Scan the entries for the word "lineWidth". Every line that has it should be copied.

====== LISTED ENTRIES ======

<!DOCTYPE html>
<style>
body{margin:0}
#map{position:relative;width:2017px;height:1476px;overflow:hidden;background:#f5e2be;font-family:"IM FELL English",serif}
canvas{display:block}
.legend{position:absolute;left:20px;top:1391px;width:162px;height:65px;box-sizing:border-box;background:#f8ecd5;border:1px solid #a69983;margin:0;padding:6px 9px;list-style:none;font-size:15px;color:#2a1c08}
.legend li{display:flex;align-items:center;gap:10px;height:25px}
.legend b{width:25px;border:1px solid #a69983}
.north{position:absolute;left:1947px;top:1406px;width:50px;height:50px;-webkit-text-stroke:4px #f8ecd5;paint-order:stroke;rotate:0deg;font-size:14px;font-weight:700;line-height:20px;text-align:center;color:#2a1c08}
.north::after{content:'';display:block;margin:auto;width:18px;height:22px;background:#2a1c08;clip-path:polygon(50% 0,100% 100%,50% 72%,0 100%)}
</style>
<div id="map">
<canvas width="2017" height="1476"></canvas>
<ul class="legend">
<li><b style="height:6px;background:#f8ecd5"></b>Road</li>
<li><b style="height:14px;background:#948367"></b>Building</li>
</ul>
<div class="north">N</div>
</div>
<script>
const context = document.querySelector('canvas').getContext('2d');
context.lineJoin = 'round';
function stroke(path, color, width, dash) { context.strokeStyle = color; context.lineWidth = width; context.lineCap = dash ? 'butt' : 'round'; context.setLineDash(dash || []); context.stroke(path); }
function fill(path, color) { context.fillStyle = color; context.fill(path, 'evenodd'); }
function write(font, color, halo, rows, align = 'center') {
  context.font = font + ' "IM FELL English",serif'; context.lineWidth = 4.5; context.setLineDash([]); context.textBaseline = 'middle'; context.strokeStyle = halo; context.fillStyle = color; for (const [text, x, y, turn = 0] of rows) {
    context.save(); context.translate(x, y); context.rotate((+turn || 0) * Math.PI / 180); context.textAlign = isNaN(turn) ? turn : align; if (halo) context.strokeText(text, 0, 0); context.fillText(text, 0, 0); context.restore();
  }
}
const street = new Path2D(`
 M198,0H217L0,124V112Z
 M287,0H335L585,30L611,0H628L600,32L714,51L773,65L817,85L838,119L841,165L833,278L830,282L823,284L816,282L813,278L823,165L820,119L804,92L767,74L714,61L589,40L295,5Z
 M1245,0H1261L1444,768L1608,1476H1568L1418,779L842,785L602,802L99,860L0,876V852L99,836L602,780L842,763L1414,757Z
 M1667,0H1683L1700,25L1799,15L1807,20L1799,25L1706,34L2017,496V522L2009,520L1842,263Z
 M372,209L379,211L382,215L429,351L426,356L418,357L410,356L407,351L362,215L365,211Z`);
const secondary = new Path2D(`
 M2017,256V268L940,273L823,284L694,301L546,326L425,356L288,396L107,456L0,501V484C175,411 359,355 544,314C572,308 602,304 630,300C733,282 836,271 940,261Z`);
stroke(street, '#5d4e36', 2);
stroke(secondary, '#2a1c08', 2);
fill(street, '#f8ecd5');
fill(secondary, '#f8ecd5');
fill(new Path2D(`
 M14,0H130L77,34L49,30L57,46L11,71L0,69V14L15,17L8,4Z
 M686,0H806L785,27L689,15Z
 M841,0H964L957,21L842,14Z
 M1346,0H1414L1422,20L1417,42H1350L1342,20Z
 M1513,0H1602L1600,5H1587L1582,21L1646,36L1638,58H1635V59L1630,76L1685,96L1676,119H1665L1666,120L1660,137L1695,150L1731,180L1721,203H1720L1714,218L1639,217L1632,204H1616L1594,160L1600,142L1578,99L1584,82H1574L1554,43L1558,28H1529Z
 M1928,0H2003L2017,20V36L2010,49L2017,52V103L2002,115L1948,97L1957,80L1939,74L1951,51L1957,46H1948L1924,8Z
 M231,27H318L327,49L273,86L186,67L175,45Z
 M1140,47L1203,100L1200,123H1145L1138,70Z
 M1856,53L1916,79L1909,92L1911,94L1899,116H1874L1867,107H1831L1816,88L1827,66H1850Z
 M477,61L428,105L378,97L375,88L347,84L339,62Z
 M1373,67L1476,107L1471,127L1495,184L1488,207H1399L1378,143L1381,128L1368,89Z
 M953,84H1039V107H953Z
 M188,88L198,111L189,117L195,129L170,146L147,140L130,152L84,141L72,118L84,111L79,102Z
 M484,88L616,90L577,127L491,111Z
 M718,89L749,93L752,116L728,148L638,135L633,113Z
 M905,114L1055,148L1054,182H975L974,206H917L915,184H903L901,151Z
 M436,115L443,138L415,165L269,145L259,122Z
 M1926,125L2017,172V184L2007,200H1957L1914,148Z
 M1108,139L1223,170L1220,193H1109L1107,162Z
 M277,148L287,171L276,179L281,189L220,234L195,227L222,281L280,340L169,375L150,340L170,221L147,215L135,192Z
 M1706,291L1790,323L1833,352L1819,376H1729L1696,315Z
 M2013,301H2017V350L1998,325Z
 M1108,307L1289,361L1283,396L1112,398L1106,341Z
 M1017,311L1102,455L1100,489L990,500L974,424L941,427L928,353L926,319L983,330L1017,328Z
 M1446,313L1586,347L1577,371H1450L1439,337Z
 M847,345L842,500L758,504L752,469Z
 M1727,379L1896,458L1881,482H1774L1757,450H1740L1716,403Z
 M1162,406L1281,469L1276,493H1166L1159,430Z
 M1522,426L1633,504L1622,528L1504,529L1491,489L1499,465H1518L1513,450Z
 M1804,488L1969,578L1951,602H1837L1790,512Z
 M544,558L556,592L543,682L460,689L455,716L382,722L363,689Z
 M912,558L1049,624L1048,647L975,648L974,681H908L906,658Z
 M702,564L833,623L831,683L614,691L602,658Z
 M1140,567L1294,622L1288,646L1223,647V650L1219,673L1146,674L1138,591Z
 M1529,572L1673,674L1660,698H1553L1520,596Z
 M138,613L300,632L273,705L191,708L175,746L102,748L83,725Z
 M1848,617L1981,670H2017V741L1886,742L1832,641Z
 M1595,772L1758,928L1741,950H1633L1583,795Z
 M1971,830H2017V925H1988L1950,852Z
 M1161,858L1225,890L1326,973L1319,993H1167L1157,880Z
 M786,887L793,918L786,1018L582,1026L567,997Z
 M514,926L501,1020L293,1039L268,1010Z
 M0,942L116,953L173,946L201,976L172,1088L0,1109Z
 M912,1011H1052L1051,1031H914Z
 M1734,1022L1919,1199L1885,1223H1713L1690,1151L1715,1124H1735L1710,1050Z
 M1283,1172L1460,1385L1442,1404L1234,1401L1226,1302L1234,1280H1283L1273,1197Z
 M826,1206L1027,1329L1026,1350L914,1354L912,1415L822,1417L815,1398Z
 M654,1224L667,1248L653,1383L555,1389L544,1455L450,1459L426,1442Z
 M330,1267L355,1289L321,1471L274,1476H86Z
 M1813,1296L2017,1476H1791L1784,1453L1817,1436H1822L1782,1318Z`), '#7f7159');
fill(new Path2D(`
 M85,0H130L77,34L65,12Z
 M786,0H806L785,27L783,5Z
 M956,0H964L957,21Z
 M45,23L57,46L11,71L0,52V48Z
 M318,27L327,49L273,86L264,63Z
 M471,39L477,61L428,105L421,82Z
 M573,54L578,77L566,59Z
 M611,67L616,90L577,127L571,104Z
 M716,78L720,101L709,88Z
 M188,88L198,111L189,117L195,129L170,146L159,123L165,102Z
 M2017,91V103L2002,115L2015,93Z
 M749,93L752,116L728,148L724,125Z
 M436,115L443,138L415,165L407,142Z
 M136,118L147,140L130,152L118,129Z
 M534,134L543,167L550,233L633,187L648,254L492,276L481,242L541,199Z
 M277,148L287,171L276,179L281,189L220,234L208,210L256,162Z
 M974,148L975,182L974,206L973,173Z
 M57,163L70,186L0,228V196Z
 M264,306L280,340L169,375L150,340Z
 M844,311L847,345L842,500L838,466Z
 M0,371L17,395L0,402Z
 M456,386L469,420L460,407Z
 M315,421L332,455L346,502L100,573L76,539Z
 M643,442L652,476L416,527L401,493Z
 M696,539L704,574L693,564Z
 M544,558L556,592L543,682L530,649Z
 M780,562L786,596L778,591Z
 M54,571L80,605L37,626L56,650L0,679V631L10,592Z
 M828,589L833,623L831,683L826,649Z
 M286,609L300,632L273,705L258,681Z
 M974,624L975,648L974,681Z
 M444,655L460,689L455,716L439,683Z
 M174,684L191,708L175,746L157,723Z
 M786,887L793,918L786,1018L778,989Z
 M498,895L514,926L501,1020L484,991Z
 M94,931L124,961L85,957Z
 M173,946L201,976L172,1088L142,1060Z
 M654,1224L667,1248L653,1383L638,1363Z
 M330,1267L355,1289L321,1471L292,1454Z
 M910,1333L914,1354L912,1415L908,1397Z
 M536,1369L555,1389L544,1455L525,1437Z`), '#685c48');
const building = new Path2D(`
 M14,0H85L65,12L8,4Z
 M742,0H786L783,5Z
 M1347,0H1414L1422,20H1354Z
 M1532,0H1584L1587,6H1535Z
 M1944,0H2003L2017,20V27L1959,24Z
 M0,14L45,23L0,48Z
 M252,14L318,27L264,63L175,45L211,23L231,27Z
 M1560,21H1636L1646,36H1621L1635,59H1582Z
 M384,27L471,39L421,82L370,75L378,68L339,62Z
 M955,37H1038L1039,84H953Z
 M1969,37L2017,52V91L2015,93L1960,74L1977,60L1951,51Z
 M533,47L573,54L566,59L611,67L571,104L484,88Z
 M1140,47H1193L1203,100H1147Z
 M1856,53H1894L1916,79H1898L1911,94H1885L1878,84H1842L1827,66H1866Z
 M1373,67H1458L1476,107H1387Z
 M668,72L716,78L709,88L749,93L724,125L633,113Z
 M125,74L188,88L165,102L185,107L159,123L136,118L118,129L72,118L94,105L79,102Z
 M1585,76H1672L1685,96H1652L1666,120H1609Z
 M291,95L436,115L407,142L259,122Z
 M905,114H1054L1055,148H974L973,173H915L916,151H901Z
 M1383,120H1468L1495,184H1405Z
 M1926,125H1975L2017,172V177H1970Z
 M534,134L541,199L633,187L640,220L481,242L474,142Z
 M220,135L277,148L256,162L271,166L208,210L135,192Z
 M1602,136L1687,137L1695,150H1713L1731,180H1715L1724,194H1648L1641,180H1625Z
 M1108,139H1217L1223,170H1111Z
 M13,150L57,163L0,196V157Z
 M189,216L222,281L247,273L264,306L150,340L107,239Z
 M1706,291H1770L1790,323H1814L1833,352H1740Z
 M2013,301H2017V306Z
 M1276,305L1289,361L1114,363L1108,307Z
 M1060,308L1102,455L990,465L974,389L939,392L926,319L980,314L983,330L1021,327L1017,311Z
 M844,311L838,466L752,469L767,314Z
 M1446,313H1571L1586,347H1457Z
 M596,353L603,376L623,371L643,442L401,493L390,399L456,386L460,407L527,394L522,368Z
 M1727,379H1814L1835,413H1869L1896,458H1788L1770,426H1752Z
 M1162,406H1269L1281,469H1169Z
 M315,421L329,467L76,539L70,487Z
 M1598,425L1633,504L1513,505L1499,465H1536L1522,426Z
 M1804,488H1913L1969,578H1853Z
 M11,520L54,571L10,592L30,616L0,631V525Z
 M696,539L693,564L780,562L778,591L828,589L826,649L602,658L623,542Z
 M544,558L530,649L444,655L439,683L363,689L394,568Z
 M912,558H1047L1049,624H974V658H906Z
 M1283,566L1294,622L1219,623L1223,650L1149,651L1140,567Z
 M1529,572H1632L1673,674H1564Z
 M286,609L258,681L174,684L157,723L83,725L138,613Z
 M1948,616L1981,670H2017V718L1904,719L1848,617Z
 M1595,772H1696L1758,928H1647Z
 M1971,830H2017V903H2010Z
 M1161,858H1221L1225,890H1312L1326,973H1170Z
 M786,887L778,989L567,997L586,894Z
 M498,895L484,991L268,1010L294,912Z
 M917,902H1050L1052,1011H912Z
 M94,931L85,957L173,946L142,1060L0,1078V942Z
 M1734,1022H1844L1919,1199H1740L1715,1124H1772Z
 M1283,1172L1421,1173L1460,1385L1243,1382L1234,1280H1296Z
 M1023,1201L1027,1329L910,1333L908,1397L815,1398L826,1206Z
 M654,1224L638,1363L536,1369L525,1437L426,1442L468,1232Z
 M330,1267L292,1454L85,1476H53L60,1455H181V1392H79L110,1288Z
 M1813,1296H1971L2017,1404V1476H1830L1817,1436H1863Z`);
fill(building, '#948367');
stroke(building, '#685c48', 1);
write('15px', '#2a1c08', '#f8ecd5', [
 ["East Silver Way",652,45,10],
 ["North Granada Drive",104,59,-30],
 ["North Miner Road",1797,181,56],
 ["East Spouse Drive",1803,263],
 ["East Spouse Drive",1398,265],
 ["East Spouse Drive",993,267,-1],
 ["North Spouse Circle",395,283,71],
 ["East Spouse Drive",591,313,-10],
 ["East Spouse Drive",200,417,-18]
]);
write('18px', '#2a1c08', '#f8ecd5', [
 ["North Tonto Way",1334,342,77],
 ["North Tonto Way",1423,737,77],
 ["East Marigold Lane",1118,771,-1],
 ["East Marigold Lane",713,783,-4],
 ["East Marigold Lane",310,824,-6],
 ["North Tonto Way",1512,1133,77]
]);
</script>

======

→ TASK RESPONSE:
function stroke(path, color, width, dash) { context.strokeStyle = color; context.lineWidth = width; context.lineCap = dash ? 'butt' : 'round'; context.setLineDash(dash || []); context.stroke(path); }
  context.font = font + ' "IM FELL English",serif'; context.lineWidth = 4.5; context.setLineDash([]); context.textBaseline = 'middle'; context.strokeStyle = halo; context.fillStyle = color; for (const [text, x, y, turn = 0] of rows) {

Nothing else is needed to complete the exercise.